Riprendo la questione lasciata in sospeso nel mio ultimo intervento: è possibile trasformare l’imprevedibilità della vita in una risorsa? È possibile riuscire a viverla anche come una forma di apertura e non solo come un limite, purtroppo inevitabile, della nostra esperienza del mondo?
Per incamminarci verso questa possibilità, avevo concluso citando Edgar Morin e la sua descrizione dell’imprevedibile come qualcosa di inatteso. L’idea di inatteso mi sembra interessante perché ci invita ad assumere un altro sguardo verso il futuro, a riconoscere altre atmosfere e altri orizzonti in cui sperimentare il nostro vivere e convivere. Può indicare anche qualcos’altro rispetto a ciò che chiamiamo imprevisto, perché non abbiamo saputo correttamente prevederlo.

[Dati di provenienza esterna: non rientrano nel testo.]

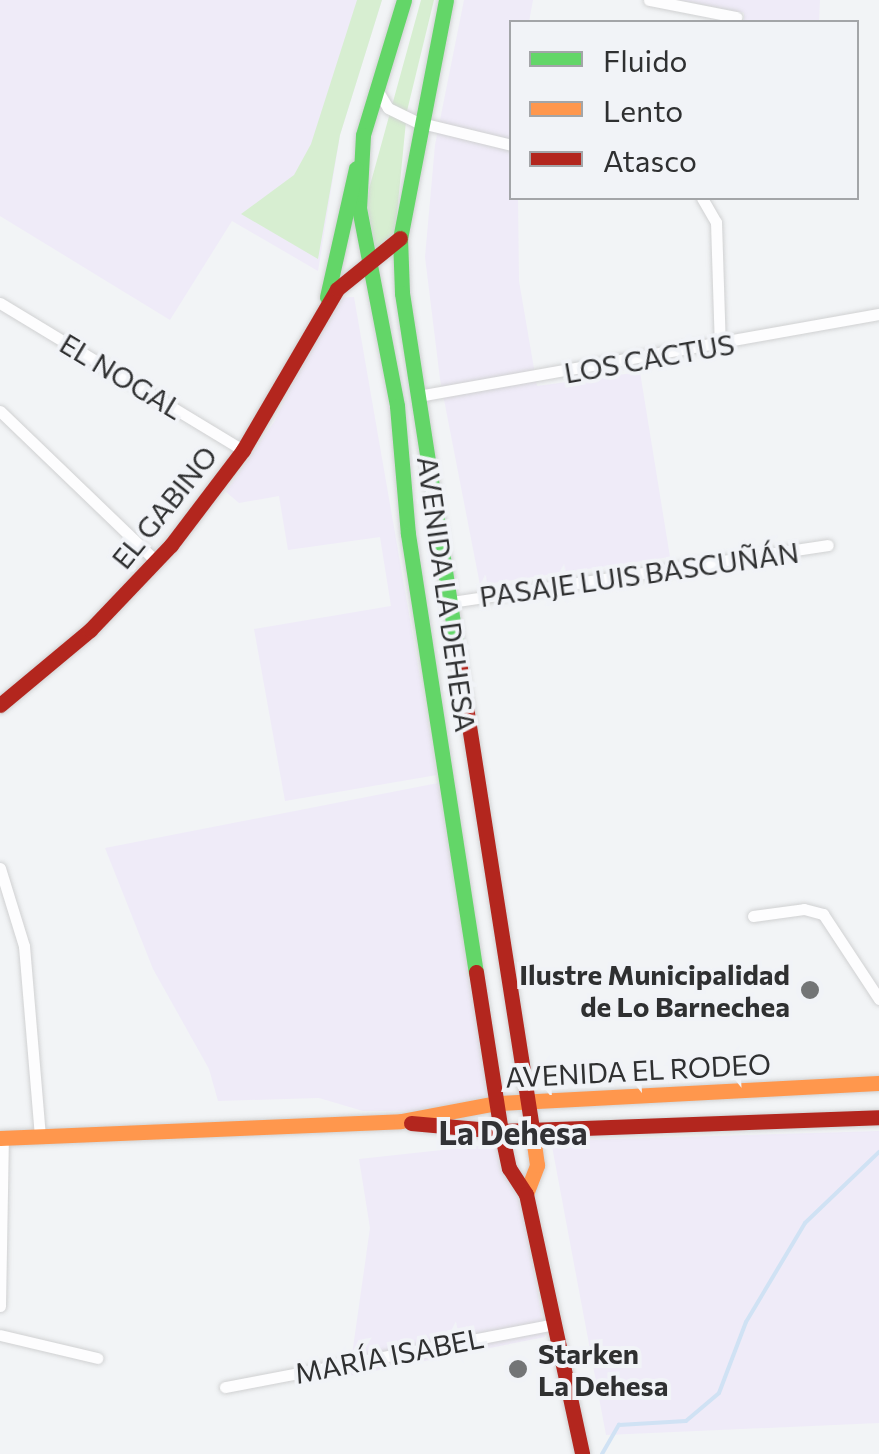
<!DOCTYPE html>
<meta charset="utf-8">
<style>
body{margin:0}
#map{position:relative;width:879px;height:1454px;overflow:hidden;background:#f2f4f6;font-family:Commissioner,sans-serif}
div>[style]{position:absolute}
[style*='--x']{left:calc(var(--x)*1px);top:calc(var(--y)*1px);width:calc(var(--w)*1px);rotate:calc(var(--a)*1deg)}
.commercial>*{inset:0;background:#efebf8}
.green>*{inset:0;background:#d7eed1}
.stream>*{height:4px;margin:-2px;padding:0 2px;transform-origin:2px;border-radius:2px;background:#d0e2f4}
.roads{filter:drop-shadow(0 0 2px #d0d1d2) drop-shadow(0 0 2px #d0d1d2)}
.street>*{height:11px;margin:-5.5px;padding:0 5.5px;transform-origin:5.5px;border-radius:5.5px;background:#fdfdfe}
.fast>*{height:15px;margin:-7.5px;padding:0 7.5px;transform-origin:7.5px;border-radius:7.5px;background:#63d668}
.slow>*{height:15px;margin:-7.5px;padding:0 7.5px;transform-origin:7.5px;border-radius:7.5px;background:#ff974d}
.jam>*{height:15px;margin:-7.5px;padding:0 7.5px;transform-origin:7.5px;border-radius:7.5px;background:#b3261e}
.dots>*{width:28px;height:28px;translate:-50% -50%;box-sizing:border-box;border:5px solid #f1f3f7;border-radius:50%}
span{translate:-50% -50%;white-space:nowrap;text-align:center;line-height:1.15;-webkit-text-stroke:8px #f1f3f7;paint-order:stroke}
.street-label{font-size:28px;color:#2f3031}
.poi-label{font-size:28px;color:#2f3031;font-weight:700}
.right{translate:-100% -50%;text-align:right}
.left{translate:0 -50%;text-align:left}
.quarter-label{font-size:32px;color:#313235;font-weight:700}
.legend{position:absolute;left:509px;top:20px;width:350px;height:180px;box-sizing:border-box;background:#f1f3f7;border:2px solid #a3a5a8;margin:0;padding:12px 18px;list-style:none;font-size:30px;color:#2f3031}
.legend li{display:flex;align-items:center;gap:20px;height:50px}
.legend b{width:50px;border:2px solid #a3a5a8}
</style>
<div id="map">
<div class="commercial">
<div style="clip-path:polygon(0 0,382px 0,340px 135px,318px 271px,232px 221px,170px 320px,0 216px)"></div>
<div style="clip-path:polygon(464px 0,533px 0,529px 22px,512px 22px,512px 198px,518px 198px,519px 281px,537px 386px,640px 372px,670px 557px,480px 585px,440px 379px,425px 257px,435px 145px)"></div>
<div style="clip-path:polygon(679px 0,820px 0,819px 22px,744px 22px,744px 13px)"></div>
<div style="clip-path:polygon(354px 297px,437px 775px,285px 801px,254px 629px,391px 606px,380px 537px,288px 550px,279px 496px,239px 503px,226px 492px,274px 422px,334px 298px)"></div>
<div style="clip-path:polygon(438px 783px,496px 1111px,363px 1111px,319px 1098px,218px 1101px,209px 1069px,153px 969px,105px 848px)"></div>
<div style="clip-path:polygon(879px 1131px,879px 1423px,606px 1435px,551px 1141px)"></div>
<div style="clip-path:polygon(497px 1144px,518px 1174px,545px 1337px,349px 1376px,370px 1228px,359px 1159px)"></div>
</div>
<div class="green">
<div style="clip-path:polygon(357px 0,382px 0,340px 135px,318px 259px,241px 214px,294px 175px,311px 144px)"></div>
<div style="clip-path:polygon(421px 0,434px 0,407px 111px,395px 234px,376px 254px,366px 200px)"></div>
</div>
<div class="stream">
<div style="--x:602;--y:1454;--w:34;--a:-60"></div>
<div style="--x:619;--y:1425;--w:67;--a:-3.4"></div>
<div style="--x:686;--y:1421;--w:43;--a:-40.3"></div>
<div style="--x:719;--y:1393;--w:76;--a:-69.2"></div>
<div style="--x:746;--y:1322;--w:115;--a:-59.2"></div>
<div style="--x:805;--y:1223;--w:103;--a:-43.8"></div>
</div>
<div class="roads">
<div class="street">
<div style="--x:649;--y:0;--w:89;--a:11.1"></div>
<div style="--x:376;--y:88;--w:23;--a:59"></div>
<div style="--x:388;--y:108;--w:32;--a:26"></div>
<div style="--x:417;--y:122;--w:98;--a:13.6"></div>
<div style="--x:702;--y:198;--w:28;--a:60"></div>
<div style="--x:716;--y:222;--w:124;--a:88.2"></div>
<div style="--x:0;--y:303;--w:284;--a:31.2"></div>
<div style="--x:418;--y:396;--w:468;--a:-10.1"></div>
<div style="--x:0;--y:411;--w:216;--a:43.9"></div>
<div style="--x:451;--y:602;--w:381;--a:-8.6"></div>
<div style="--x:0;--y:868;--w:82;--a:72.9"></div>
<div style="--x:24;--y:946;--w:191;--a:85.2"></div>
<div style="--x:753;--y:916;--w:51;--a:-7.8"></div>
<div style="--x:804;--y:909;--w:20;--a:15"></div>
<div style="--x:823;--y:914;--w:102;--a:56.6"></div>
<div style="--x:0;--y:1306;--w:168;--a:-89"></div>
<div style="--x:0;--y:1335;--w:100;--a:13.3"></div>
<div style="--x:225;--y:1387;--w:335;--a:-10.8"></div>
</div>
<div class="fast">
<div style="--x:404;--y:0;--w:141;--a:106.9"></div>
<div style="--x:363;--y:135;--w:73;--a:93.1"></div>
<div style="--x:359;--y:208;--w:202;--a:79.1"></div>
<div style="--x:397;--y:406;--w:128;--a:85.1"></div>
<div style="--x:408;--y:534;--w:443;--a:81.2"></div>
<div style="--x:446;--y:0;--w:242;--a:100.9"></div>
<div style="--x:400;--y:238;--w:55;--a:87.9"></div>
<div style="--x:402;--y:293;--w:373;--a:81.2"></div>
<div style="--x:327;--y:297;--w:132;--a:-77.3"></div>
</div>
<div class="slow">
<div style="--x:497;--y:1103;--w:383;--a:-3"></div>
<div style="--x:0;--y:1138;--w:401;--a:-2.4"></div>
<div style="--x:401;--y:1121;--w:98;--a:-10.6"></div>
<div style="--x:526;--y:1194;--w:31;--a:-69"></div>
<div style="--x:537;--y:1165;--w:35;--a:-98"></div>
</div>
<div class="jam">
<div style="--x:459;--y:662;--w:474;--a:81.1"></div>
<div style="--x:0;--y:705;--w:117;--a:-39.8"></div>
<div style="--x:90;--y:630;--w:117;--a:-46.4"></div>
<div style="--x:171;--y:545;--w:119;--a:-52.8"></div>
<div style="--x:243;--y:450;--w:186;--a:-59.7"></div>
<div style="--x:337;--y:289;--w:81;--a:-39"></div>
<div style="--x:476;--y:972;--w:161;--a:81.1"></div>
<div style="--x:501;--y:1131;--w:378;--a:-2.1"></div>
<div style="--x:411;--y:1123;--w:90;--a:5.1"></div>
<div style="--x:501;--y:1131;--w:38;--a:78"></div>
<div style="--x:509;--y:1168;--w:31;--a:57"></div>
<div style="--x:526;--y:1194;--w:266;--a:77.8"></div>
</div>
</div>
<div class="dots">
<div style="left:810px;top:990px;background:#737576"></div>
<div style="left:518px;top:1369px;background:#737576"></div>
</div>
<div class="street-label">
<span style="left:649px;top:358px;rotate:-10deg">LOS CACTUS</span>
<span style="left:122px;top:376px;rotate:31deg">EL NOGAL</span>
<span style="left:164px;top:507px;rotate:-51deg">EL GABINO</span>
<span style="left:639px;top:574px;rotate:-8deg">PASAJE LUIS BASCUÑÁN</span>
<span style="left:447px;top:594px;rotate:82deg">AVENIDA LA DEHESA</span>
<span style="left:638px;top:1070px;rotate:-3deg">AVENIDA EL RODEO</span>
<span style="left:389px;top:1355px;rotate:-11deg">MARÍA ISABEL</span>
</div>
<div class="poi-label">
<span class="right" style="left:790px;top:990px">Ilustre Municipalidad<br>de Lo Barnechea</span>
<span class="left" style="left:538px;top:1369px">Starken<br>La Dehesa</span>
</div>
<div class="quarter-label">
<span style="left:513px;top:1132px">La Dehesa</span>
</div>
<ul class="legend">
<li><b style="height:12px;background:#63d668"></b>Fluido</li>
<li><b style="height:12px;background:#ff974d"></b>Lento</li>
<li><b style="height:12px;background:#b3261e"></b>Atasco</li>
</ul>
</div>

L’inatteso è certamente un evento indesiderato e spiacevole quando smentisce le nostre previsioni, ma la parola inatteso può pure significare qualcosa che sta fuori dalla logica della previsione: un accadere che semplicemente ci sorprende nel suo presentarsi ai nostri occhi. Un evento inatteso può esporci alla vita per quello che è, o che può essere. Può esporci a una forma originaria di attesa: a quell’attendere l’inatteso che Morin considera fondamentale per imparare a vivere. Un’esperienza libera, liberata dai codici di riferimento della razionalità che sempre misura e calcola, a cui rischiamo di consegnare tutto il senso del vivere.
Certamente la capacità di prevedere è un valore inestimabile della conoscenza, oltre che un bisogno fondamentale della vita psichica. Per questo motivo, sperimentare l’imprevedibilità può essere percepito come un limite. Ma il bisogno di prevedere tutto provoca anche conseguenze non sempre positive, come il desiderio esasperato di controllo razionale di cose, fatti, situazioni. Il controllo diventa allora desiderio di possesso, di dominio della realtà, con effetti ben visibili nel cosiddetto progresso tecnologico. Questa logica del controllo alimenta anche il bisogno di sicurezza. Ecco che allora assicuriamo tutto, e ben venga ogni forma di assicurazione che mi protegga se qualcosa non va secondo le mie aspettative: ancora una volta, è la logica calcolatrice che garantisce il risarcimento dei danni, ovvero degli imprevisti.
Ma è proprio tutta rinchiusa qui la nostra esperienza della vita? È tutta rinchiusa nel bisogno di misurarla, prevederla e controllarla? Il filosofo Serge Latouche parla di un mondo ridotto a mercato: magari esagera un po’, ma in questa visione c’è, purtroppo, un fondo di verità. Eppure, fuori dalle «gabbie» di questa razionalità calcolatrice, ci deve essere un altro mondo per noi, altre possibili esperienze che ci invitino ad andare oltre questi schemi interpretativi per riconoscere, della vita, anche altre voci, anche un altro respiro. Il respiro di queste voci sembra custodito proprio in quell’inatteso che ci espone alla vita e al suo darsi originario e generativo.
Come riconoscerlo, come accoglierlo? Una risposta possibile ci viene dalla poesia, perché la poesia è un’esperienza originaria della vita. Può appartenere a ciascuno di noi quando riusciamo ad accogliere la realtà che ci viene incontro mettendoci in ascolto del suo nascere e del suo sbocciare e a sentirne la presenza in un’esperienza contemplativa. Questa accoglienza contemplativa della realtà è una straordinaria risorsa per non restare prigionieri del suo volto misurato, calcolato, usato e scambiato: succede quando riusciamo ad abitare anche poeticamente la vita. In un suo delizioso libriccino, Christian Bobin osserva: «abbiamo reso il mondo estraneo a noi stessi, e forse ciò che chiamiamo poesia è solo riabitare questo mondo e addomesticarlo di nuovo». Abitare poeticamente la vita è rinascita a sé stessi, e l’esperienza contemplativa che la alimenta non è altro che un modo di prendersi cura della vita: «è un demolire tutto ciò che in noi assomiglia ad un’avidità». Contemplare è guardare e «commuoversi per l’assenza di differenza tra ciò che vediamo e ciò che siamo». I contemplativi possono essere i poeti conosciuti come tali, scrive, ma anche un imbianchino che fischietta come un merlo in una stanza vuota. O una madre che rimbocca il lenzuolo del suo bambino, ed è come se si prendesse cura di tutto il cielo stellato.
La poesia della vita è un dono straordinario per ciascuno di noi, un dono che risuona anche nella voce dei poeti. Qui è Alda Merini a suggerirci il viaggio verso l’inatteso.
Amate i poeti / essi hanno vangato per voi la terra (…) pensate che potete camminare su di noi / come su dei grandi tappeti / e volare oltre questa triste realtà / quotidiana.